Gaider spricht Klartext über EA
David Gaider, ehemaliger Lead Writer von Dragon Age, hat gegenüber PC Gamer ausgepackt. Seine Aussage: EA hat die Fantasy-Reihe nie wirklich geliebt. „Wir waren immer einen Atemzug davon entfernt, dass das Projekt eingestellt wird“, so Gaider. Dragon Age überlebte nur, weil die Spiele stets besser verkauften als von EA erwartet.
BioWares Geschichte: Von Baldur's Gate zu EA
BioWare wurde 1995 von den Ärzten Ray Muzyka, Greg Zeschuk und Augustine Yip in Edmonton gegründet. Ihr erster Hit: Baldur's Gate (1998), ein isometrisches RPG auf Basis von Dungeons & Dragons. Es folgten Neverwinter Nights (2002) und der Branchenliebling Star Wars: Knights of the Old Republic (2003). EA kaufte das Studio 2007. Die Gründer verließen das Unternehmen 2012, danach folgten zahlreiche Abgänge von Veteranen wie Gaider (2016). Heute arbeitet nur noch ein „Kernteam“ von etwa 20 Leuten an Mass Effect.
Mass Effect als Lieblingskind
Für EA war Mass Effect das Vorzeige-RPG: slick, modern und leicht vermarktbar. Dragon Age hingegen galt als altmodisches, storylastiges Rollenspiel.
- Erfolge von Dragon Age wurden von EA als „Zufall“ abgetan.
- Dabei verkauften sich frühe Dragon-Age-Teile besser als Mass Effect.
Gaider erinnert sich: „Es überraschte sie immer wieder, dass es sich gut verkaufte.“
Dragon Age: Erfolge und Verkaufszahlen
Die Reihe startete 2009 mit Dragon Age: Origins, über 3,2 Millionen verkaufte Einheiten bis 2010. Dragon Age II (2011) erreichte rund 2 Millionen. Dragon Age: Inquisition (2014) brach mit über 12 Millionen Verkäufen alle Rekorde und gewann den Game of the Year Award 2014. Dennoch blieb EA skeptisch. Zum Vergleich: Mass Effects erster Teil verkaufte rund 2 Millionen, Teil 2 etwa 2,5 Millionen. Mass Effect: Andromeda (2017) enttäuschte mit rund 5 Millionen. Die Legendary Edition (2021) landete bei 2 Millionen. EA steckte mehr Geld in Mass Effect: Comics, Merchandise, einen geplanten Film. Dragon Age bekam nichts dergleichen.

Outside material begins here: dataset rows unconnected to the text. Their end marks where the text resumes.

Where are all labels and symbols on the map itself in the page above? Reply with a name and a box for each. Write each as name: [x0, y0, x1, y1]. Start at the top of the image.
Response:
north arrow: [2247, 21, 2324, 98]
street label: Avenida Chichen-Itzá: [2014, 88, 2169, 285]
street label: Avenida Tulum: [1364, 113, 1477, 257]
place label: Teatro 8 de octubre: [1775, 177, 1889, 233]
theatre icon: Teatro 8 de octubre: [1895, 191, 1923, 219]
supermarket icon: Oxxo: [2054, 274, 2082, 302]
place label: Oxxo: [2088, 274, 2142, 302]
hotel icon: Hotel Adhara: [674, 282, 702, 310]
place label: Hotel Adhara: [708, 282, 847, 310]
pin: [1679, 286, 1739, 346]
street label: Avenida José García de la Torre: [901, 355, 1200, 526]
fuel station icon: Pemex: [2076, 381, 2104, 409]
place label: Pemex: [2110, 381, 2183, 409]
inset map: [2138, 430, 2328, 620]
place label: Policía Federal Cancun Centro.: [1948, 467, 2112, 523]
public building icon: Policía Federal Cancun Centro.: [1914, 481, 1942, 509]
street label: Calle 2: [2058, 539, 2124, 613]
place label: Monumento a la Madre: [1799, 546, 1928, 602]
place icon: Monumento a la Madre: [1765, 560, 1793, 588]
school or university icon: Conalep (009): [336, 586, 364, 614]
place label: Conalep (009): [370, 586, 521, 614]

The Veilguard, der Sargnagel?
Dragon Age: The Veilguard enttäuschte die Verkaufsprognosen von EA. Kurz darauf folgte eine große Entlassungswelle bei BioWare. Nur ein „Kernteam“ blieb übrig, es arbeitet am nächsten Mass Effect. Für Dragon Age sieht es düster aus.
Gaiders Rückkehr-Wunsch
Trotz allem würde Gaider zurückkommen. Allerdings nur unter einer Bedingung: Er müsste die volle Kontrolle über das IP erhalten und es dürfte nicht unter EA produziert werden. „Ich würde zurück zu den Wurzeln gehen“, sagt Gaider. „Dunkel und gefährlich, Dinge tun, die Leute verärgern.“
Zukunft von BioWare ungewiss
EA ging vergangenes Jahr in Privatbesitz über, ein 55-Milliarden-Dollar-Buyout, finanziert unter anderem von Saudi-Arabiens Public Investment Fund. Der Schuldenberg beträgt 20 Milliarden Dollar. Analysten erwarten, dass EA Studios verkaufen wird. BioWare könnte einer der Kandidaten sein.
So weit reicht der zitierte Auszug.